Das publizistische Hauptwerk von Karl Kraus, «Die Fackel», ist heute in ihren Gegenständen oft verwittert. In ihrer sprachlichen Form, ihrer Radikalität ist sie das größte Monument polemischer Zeitbegleitung in deutscher Sprache und versammelt darüber hinaus einige der Kronjuwelen deutscher Essayistik zu Themen der Moral und der Sprache, der Justiz und der Literaturgeschichte. In ihr zeichnet sich ab, was später «Kulturindustrie» genannt und als Triumph des Verkäuflichen begrüßt werden sollte.
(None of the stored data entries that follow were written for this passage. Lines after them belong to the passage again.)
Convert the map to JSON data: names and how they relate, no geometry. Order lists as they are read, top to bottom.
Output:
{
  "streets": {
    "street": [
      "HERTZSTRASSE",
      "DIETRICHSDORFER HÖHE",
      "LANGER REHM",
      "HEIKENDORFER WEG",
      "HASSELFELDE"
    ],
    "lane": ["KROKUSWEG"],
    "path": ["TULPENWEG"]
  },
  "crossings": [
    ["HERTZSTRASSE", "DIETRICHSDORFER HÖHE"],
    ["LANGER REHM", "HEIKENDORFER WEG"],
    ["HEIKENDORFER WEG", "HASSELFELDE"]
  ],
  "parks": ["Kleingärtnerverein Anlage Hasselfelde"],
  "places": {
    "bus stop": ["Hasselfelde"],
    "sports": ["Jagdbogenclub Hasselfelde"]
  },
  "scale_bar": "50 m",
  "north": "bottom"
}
Sein dramatisches Hauptwerk, Die letzten Tage der Menschheit, eine gigantische Collage aus dem Sprach- und Gesinnungsmüll des Ersten Weltkriegs und den Porträts seiner kleinen und großen Protagonisten, wurde Allegorie und Anti-Kriegsdrama zugleich. Es dokumentiert die entsetzliche Zerstörungskraft von Meinungen, die sich auch in heutigen Zeitungen als unsterblich erwiesen haben. Kraus war der letzte Radikale des Humanismus, den die Tagespublizistik hervorgebracht und zugelassen hat.

In seinem Scheitern scheiterte mehr als er selbst.